Enns on Jesus, the Cross, and Shame

Peter Enns writes about the foolishness of the cross: my only complaint is that his post isn’t long enough.

If God exists, our thoughts and words will fail us rather quickly, and that the truth of God will necessarily draw us further out to orbits beyond what our feeble minds know, what makes sense to us.

Which brings me to Easter.

It struck me a few years ago, sitting there reading some book, as my mind began to wander, that the crucifixion of Jesus is one of those things about the Christian faith that (1) I don’t really understand, and (2) seems vitally important to understand.

God is in some mysterious sense “with” Jesus not only in his death but in his shame.

The crucifixion undermines the divine honor-shame dynamic—not only of Israel’s tradition, but of Greco-Roman religion, and, as far as I can tell, any religion ever.
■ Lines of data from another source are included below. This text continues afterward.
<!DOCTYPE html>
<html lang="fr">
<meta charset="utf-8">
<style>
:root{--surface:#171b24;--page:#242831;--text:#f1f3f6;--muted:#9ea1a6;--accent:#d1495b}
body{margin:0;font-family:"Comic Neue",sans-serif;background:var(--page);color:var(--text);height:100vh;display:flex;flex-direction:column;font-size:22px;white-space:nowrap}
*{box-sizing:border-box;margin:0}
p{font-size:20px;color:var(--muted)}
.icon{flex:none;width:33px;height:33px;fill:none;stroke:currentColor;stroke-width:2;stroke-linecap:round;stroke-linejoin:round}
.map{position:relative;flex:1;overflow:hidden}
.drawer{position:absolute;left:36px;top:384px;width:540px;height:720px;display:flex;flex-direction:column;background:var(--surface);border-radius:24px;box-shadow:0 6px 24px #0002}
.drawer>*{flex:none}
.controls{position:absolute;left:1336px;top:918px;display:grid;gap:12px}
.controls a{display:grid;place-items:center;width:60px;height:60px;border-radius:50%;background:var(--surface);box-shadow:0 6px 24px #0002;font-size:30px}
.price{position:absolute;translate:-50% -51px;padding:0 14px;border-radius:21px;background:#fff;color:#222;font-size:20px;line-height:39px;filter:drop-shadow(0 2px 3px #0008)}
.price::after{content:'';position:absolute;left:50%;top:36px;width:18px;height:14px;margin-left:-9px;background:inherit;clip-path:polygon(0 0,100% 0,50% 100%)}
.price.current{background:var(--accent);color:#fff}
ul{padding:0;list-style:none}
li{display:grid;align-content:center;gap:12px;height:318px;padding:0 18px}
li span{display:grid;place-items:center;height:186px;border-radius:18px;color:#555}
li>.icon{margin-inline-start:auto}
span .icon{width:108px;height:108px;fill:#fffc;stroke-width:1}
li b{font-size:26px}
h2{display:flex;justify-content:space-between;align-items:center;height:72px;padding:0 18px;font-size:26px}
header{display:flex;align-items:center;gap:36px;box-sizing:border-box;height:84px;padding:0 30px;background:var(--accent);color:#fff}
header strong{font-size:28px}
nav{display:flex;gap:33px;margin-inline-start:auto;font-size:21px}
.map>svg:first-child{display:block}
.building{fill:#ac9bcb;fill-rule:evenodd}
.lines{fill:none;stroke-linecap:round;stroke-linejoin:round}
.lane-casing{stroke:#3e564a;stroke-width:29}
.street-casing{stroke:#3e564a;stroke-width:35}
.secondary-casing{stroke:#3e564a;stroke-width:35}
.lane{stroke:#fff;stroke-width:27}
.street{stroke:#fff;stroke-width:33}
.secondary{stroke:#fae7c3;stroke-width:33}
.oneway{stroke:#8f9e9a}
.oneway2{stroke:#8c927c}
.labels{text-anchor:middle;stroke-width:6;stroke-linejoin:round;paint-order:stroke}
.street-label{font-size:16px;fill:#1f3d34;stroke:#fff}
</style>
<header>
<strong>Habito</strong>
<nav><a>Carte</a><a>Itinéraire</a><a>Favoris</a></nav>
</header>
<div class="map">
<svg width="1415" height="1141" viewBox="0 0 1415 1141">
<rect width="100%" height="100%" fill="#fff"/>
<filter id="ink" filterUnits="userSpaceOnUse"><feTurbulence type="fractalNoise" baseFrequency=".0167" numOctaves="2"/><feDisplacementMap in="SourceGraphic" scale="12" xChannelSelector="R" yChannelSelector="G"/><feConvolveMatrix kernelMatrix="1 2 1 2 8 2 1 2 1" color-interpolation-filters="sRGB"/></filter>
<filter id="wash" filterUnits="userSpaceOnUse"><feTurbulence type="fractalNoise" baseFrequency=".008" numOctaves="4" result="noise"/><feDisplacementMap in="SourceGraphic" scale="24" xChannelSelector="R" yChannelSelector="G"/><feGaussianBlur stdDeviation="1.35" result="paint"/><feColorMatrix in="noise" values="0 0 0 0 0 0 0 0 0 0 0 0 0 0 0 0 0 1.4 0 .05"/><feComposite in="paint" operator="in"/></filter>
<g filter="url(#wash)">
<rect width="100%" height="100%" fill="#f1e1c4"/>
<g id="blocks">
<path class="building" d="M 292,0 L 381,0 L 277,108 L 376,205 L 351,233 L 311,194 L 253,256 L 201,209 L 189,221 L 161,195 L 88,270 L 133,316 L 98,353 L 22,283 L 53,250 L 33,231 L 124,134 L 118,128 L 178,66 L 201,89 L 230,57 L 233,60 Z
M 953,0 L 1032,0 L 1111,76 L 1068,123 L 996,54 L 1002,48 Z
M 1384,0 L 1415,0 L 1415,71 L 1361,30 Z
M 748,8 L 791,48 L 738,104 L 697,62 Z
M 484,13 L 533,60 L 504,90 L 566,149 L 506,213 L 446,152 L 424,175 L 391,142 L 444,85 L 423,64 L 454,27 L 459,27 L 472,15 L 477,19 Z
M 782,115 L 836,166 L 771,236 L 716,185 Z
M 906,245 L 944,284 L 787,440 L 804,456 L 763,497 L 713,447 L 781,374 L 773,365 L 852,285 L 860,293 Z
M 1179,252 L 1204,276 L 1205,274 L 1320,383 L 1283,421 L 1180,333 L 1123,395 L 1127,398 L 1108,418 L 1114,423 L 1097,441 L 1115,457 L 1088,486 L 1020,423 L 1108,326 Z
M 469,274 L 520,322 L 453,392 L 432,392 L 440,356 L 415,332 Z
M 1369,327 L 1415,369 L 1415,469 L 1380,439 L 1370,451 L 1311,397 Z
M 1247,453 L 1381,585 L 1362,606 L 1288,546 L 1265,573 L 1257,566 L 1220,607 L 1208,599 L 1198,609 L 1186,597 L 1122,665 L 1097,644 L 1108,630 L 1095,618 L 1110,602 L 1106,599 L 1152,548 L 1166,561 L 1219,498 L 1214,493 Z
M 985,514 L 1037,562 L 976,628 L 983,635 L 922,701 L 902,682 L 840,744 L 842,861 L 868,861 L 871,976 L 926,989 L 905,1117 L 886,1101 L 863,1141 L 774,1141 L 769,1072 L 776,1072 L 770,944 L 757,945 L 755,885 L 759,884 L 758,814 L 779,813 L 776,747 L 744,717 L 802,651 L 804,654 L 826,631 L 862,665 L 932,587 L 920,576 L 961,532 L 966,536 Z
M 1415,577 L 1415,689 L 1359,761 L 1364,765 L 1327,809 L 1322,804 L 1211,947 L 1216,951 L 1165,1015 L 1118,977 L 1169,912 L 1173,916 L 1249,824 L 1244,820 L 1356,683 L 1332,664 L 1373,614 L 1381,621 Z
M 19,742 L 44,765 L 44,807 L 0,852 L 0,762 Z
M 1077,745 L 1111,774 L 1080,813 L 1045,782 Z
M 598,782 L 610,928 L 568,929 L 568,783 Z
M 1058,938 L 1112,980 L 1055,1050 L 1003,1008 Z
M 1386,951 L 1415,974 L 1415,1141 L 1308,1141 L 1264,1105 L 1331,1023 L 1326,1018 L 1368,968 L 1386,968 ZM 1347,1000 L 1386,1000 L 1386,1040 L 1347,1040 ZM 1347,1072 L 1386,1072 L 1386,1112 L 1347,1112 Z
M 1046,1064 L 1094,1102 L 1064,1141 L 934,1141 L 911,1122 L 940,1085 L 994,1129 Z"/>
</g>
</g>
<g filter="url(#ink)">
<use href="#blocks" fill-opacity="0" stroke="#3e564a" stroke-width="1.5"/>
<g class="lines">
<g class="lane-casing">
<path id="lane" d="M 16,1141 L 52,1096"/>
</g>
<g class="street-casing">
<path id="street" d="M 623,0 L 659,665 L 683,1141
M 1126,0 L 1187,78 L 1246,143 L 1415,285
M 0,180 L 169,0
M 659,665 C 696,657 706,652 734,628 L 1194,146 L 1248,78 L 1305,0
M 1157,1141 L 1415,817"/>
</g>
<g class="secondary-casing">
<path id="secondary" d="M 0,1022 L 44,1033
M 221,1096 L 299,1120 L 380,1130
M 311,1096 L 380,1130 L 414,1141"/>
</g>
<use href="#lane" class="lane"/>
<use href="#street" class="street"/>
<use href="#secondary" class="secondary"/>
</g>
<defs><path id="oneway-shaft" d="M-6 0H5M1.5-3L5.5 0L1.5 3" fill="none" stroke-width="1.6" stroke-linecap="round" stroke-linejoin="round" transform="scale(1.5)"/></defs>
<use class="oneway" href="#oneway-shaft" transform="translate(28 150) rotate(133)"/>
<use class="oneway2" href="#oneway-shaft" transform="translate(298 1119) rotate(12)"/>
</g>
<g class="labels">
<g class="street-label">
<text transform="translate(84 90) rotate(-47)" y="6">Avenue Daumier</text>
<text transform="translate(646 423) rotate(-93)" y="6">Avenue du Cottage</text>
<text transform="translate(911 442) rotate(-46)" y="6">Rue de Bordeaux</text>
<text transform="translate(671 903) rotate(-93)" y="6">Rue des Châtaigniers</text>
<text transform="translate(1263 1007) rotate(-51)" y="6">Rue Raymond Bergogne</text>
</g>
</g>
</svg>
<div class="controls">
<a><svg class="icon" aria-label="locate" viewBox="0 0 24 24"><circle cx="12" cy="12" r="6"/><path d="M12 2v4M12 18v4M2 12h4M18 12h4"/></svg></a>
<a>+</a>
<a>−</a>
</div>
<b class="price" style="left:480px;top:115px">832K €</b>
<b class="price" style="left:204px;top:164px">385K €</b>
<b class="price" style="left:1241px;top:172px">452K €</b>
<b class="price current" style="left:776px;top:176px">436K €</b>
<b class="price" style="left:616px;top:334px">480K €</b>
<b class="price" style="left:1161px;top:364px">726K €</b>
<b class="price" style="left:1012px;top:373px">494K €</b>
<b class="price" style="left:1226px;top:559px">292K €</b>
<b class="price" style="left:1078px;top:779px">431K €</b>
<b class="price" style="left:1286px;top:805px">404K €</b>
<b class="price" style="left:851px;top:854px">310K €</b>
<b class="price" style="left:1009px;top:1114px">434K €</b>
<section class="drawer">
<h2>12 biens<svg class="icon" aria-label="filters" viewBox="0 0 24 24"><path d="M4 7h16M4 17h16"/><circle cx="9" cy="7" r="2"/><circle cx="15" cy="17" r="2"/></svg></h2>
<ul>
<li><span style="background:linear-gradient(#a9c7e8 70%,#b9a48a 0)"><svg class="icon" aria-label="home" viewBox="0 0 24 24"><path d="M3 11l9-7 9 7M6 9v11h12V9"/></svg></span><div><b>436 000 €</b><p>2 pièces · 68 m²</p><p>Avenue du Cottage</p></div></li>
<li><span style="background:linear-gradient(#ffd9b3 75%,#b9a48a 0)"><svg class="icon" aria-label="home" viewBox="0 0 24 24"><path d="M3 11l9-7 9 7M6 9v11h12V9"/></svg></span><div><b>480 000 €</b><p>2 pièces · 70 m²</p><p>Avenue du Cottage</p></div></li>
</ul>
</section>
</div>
And that’s a big deal that no one could possibly have seen coming.

(Such greatness; when Enns is good, he’s extremely good.)

Closing thought from PLS for Good Friday:

In the divine self-sacrifice, the Creator of the Universe, the Eternal “I Am,” the God of all that exists …

… sets his honor aside to carry MY shame, so that I might somehow partake in his honor; my sins, so that I may be clothed in his righteousness.